# Legislative Mismatch

### Friendly Cities Lab @ Georgia Tech

Analyzes discrepancies between U.S. Congress Representatives’ voting records and their districts’ Social Vulnerability Index.


## Working with Agriculture Data

In [6]:
import chardet

file_path = "./data/cdp.csv"
with open(file_path, "rb") as f:
  result = chardet.detect(f.read())
  encoding = result['encoding']
  print(result)

{'encoding': 'Windows-1252', 'confidence': 0.73, 'language': ''}


Reshape the agriculture data so that each statistic is a column and each row is a congressional district in a state.

In [15]:
import pandas as pd

file_path = "./data/cdp.csv"
df = pd.read_csv(file_path, encoding=encoding)

df = df.drop_duplicates(subset=["State", "Congressional District", "Label"], keep=False)
reshaped_df = df.pivot(index=["State", "Congressional District"], columns="Label", values="Value").reset_index()
reshaped_df.to_csv("./data/reshaped_agriculture_data.csv", index=False)

num_reshaped_columns = len(reshaped_df.columns)
print(f"Reshaped data saved to reshaped_agriculture_data.csv with {num_reshaped_columns} columns.")

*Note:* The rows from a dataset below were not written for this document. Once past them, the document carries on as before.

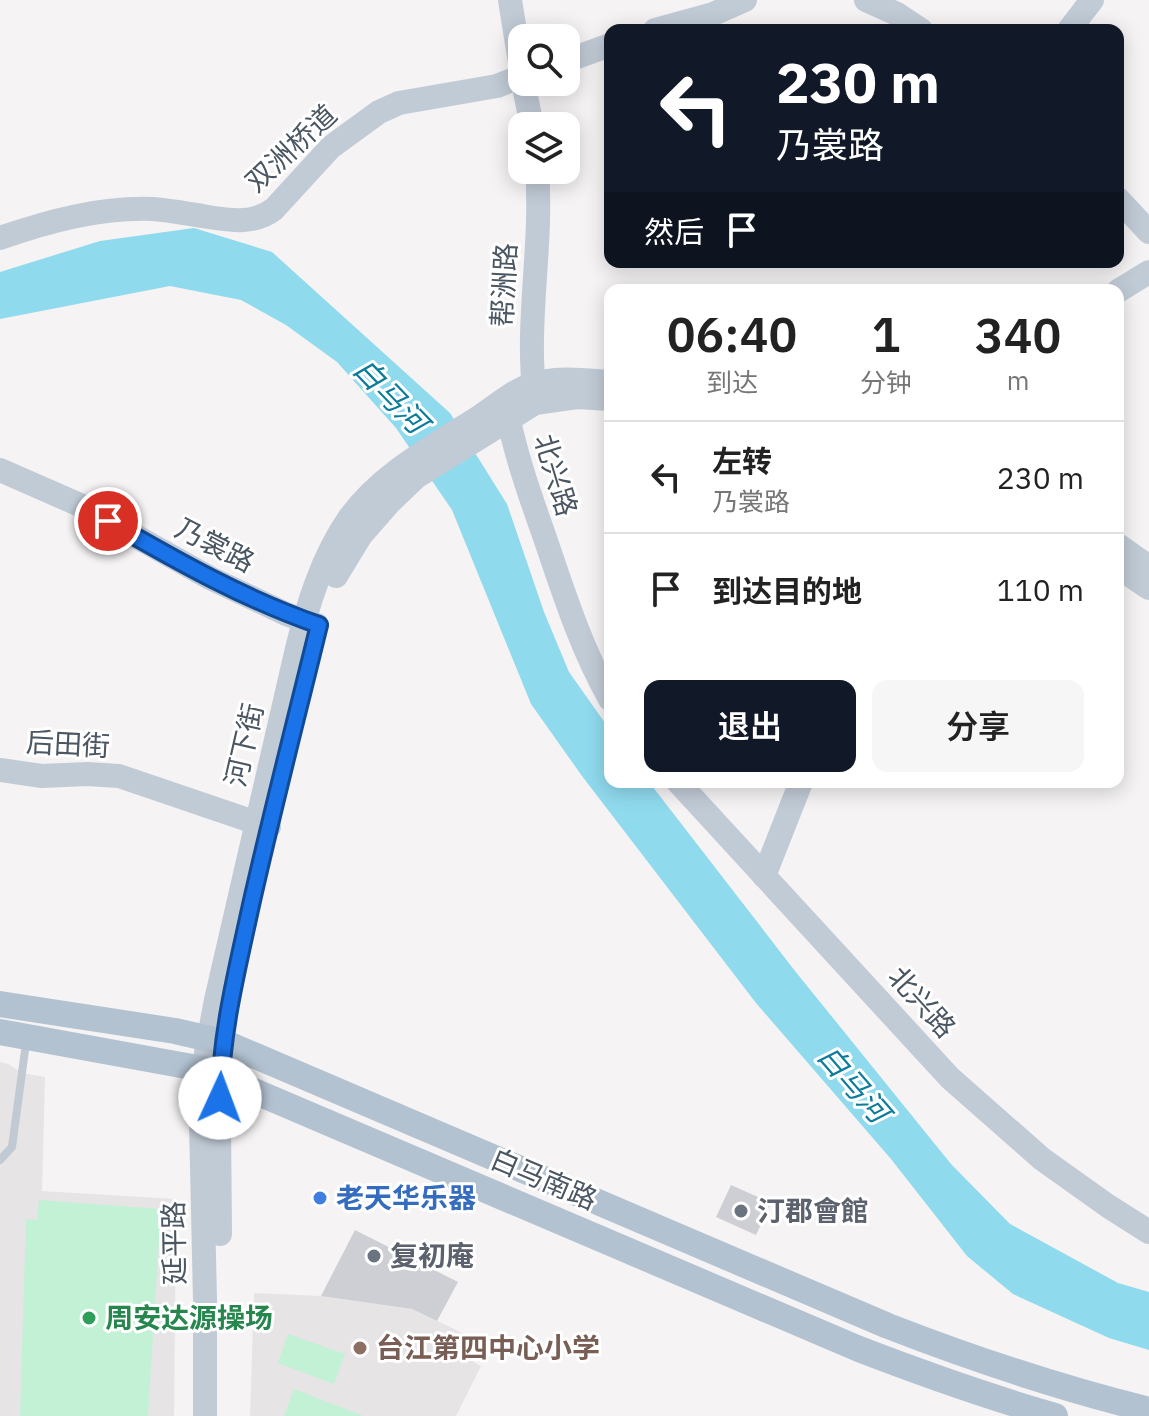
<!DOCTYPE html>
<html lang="zh">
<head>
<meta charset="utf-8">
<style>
  body { margin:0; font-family:"IBM Plex Sans","Noto Sans SC",sans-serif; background:#f6f6f6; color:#222; height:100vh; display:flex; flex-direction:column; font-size:30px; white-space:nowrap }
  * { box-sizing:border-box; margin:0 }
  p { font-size:26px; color:#767676 }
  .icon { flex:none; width:44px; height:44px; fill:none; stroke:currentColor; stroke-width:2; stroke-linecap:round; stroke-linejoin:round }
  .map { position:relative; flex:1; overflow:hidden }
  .panel { position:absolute; left:604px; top:284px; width:520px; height:504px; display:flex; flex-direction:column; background:#fff; border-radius:16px; box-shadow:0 4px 20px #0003 }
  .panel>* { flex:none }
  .guide { position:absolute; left:604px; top:24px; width:520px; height:244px; border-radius:16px; box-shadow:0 4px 20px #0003; background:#111827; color:#fff; overflow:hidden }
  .tools { position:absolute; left:508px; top:24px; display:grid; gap:16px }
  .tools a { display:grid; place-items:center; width:72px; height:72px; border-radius:16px; background:#fff; box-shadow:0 4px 20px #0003; font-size:40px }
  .pin { position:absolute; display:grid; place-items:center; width:68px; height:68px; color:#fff; margin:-34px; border:4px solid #fff; border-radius:50%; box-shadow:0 2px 8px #0007 }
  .me { position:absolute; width:88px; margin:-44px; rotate:2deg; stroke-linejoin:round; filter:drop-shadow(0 0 6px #0008) }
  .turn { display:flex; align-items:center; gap:28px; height:168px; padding:0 40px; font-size:36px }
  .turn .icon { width:104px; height:104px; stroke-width:2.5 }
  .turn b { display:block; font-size:56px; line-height:68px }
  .then { display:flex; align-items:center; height:76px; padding:0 40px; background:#0003; gap:16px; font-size:30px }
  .eta { display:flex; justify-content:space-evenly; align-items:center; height:136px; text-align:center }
  .eta b { font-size:48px; font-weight:600; line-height:56px }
  .button { display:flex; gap:16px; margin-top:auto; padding:16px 40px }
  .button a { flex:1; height:92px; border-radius:16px; background:#111827; color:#fff; font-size:32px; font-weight:600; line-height:92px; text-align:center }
  .button a+a { background:#f6f6f6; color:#222 }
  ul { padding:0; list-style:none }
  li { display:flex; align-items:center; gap:24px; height:112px; padding:0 40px; border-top:2px solid #e0e0e0 }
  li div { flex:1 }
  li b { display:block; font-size:30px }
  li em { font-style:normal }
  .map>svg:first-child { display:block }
  .education { fill:#e6e4e5 }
  .green { fill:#c3f1d5 }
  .water { fill:#90daee }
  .building { fill:#cdcfd5 }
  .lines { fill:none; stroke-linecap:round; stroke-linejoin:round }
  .lane { stroke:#c1cad2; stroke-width:8 }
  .secondary { stroke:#c1cbd6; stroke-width:24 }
  .primary { stroke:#b3c2d1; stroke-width:26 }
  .route-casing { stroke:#114b97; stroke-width:20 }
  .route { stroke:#1a73e8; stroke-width:14 }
  .shop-dot { fill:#3f7fe0; stroke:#fff; stroke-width:3 }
  .worship-dot { fill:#6b7280; stroke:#fff; stroke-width:3 }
  .leisure-dot { fill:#2e9e5b; stroke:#fff; stroke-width:3 }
  .education-dot { fill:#8d6e63; stroke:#fff; stroke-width:3 }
  .labels { text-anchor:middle; stroke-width:6; stroke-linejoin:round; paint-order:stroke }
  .street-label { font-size:28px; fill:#4a5661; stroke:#fff }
  .shop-label { font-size:28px; font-weight:bold; fill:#366cbe; stroke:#fff; text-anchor:start }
  .worship-label { font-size:28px; font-weight:bold; fill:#5b616d; stroke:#fff; text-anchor:start }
  .leisure-label { font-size:28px; font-weight:bold; fill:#27864d; stroke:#fff; text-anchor:start }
  .education-label { font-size:28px; font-weight:bold; fill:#785e54; stroke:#fff; text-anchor:start }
  .water-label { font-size:30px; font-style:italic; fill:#0c7c9b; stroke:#fff }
</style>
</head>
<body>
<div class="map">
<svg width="1149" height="1416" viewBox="0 0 1149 1416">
  <rect width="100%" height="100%" fill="#f5f3f3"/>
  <g class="education">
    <path d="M0 1062 8 1064 22 1073 45 1077 42 1191 176 1199 174 1416H0Z"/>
    <path d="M254 1293 321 1296 412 1309 473 1338 465 1357 481 1366 456 1416H250Z"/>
  </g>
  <g class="green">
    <path d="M39 1200 161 1209 148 1416H20L26 1219 37 1220Z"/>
    <path d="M288 1334 345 1354 334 1384 278 1363Z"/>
    <path d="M294 1389 364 1416H284Z"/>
  </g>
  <path class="water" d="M194 228 272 252 450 413 507 504 544 612 569 672 610 730V782H649L795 971 951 1164 1010 1224 1118 1283 1149 1292V1350L1109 1338 1013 1294 967 1256 891 1159 756 1003 582 776 531 704 452 510 396 428 337 362 286 325 241 300 170 286 0 319V272L100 241Z"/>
  <g class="building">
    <path d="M731 1185 771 1203 756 1235 716 1217Z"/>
    <path d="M355 1230 458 1282 437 1321 412 1309 321 1296Z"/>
  </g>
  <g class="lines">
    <path class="lane" d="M0 1160 12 1147 26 1043"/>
    <g class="secondary">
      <path d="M510 0 522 75"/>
      <path d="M866 0 897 14 921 30"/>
      <path d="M655 30 713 14 745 0"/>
      <path d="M1069 30 1092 0"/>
      <path d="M566 61 610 45"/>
      <path d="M523 82 532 126"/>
      <path d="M1118 199 1149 232"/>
      <path d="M0 238C49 221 101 207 153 209 165 210 178 212 190 214 218 218 250 228 274 209L331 147 379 112 399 103 497 86 522 76"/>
      <path d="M1118 291 1149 272"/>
      <path d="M535 399C525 323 543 246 537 170"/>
      <path d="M506 406C514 450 529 493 544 535 563 591 581 648 610 699"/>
      <path d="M0 470 80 505 210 578 286 614 317 625"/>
      <path d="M1118 545 1149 567"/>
      <path d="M1118 567 1149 588"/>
      <path d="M336 576 361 535 389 503 416 477 535 403 577 397 610 399"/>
      <path d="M0 770 42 776 87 774 119 776 269 827"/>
      <path d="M678 782 950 1078 1042 1159 1108 1206 1149 1232"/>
      <path d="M764 876 801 782"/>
      <path d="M220 1234 219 1123 222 1054"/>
      <path d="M205 1416V1300L201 1123 203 1069 216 1000 296 653C307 606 322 557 350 517 382 473 434 446 479 417 496 406 512 391 531 385 557 376 583 380 610 382"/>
    </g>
    <g class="primary">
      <path d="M0 1004 175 1031 223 1042 888 1326C973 1359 1060 1388 1149 1410"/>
      <path d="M0 1032 203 1069 220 1073 249 1089 859 1349C924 1374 989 1397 1055 1416"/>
    </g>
  </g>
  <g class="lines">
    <defs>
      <path id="route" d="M108 521C177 561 244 599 319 625 296 719 272 812 251 905 237 970 221 1032 220 1098"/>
    </defs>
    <use href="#route" class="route-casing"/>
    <use href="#route" class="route"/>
  </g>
  <circle class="shop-dot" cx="320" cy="1198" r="8"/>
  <g class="worship-dot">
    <circle cx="741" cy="1211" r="8"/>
    <circle cx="374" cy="1256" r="8"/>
  </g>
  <circle class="leisure-dot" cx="89" cy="1318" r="8"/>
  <circle class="education-dot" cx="360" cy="1348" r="8"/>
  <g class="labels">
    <g class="street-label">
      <text transform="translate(291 148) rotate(-43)" y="10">双洲桥道</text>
      <text transform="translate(504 285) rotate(-87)" y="10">帮洲路</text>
      <text transform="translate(556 475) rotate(73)" y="10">北兴路</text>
      <text transform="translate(215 545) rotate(27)" y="10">乃裳路</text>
      <text transform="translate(68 744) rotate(3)" y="10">后田街</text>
      <text transform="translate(244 745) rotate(-77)" y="10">河下街</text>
      <text transform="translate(922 1002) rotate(48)" y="10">北兴路</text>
      <text transform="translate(544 1179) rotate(23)" y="10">白马南路</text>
      <text transform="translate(174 1243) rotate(-91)" y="10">延平路</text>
    </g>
    <g class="shop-label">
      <text x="336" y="1208">老天华乐器</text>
    </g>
    <g class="worship-label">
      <text x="757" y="1221">汀郡會館</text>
      <text x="390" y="1266">复初庵</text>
    </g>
    <g class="leisure-label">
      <text x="105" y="1328">周安达源操场</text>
    </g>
    <g class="education-label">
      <text x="376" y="1358">台江第四中心小学</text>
    </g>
    <g class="water-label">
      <text transform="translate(390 396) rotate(46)" y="10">白马河</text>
      <text transform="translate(853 1084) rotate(49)" y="10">白马河</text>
    </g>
  </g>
</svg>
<div class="tools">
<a><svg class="icon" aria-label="search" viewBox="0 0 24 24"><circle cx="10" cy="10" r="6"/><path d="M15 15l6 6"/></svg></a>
<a><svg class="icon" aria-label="layers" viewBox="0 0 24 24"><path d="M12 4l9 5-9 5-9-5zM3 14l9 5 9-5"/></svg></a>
</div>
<div class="pin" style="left:108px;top:521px;background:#d93025"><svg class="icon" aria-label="arrive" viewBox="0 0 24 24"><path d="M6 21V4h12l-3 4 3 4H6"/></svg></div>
<svg class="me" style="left:220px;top:1098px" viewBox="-20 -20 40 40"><circle r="19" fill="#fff"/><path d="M0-13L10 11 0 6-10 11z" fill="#1a73e8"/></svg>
<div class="guide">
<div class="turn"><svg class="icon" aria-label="left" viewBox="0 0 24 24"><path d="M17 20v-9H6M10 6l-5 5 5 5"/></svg><div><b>230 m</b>乃裳路</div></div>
<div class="then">然后<svg class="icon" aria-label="arrive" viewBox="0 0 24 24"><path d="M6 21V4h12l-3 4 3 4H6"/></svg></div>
</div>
<section class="panel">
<div class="eta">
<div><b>06:40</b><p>到达</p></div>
<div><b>1</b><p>分钟</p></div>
<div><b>340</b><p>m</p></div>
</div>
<ul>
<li><svg class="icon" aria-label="left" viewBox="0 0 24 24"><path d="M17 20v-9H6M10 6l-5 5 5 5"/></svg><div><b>左转</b><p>乃裳路</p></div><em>230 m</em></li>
<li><svg class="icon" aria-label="arrive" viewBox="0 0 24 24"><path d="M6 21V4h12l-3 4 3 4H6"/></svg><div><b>到达目的地</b></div><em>110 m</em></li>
</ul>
<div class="button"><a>退出</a><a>分享</a></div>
</section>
</div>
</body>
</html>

Reshaped data saved to reshaped_agriculture_data.csv with 206 columns.


Filter out empty rows and columns to get only the statistics that exist for every congressional district, of which there are 27.

In [17]:
# Drop empty rows (i.e. State no. 36 districts 4-8)
filtered_df = reshaped_df.dropna(subset=[col for col in reshaped_df.columns if col not in ["State", "Congressional District"]], how="all")
# Drop columns with empty rows, ensuring that each remaining column has data for each congressional district
filtered_df = filtered_df.dropna(axis=1, how="any")
filtered_df.to_csv("./data/filtered_agriculture_data.csv", index=False)

num_filtered_columns = len(filtered_df.columns)
print(f"Reshaped data saved to filtered_agriculture_data.csv with {num_filtered_columns}")

Reshaped data saved to filtered_agriculture_data.csv with 27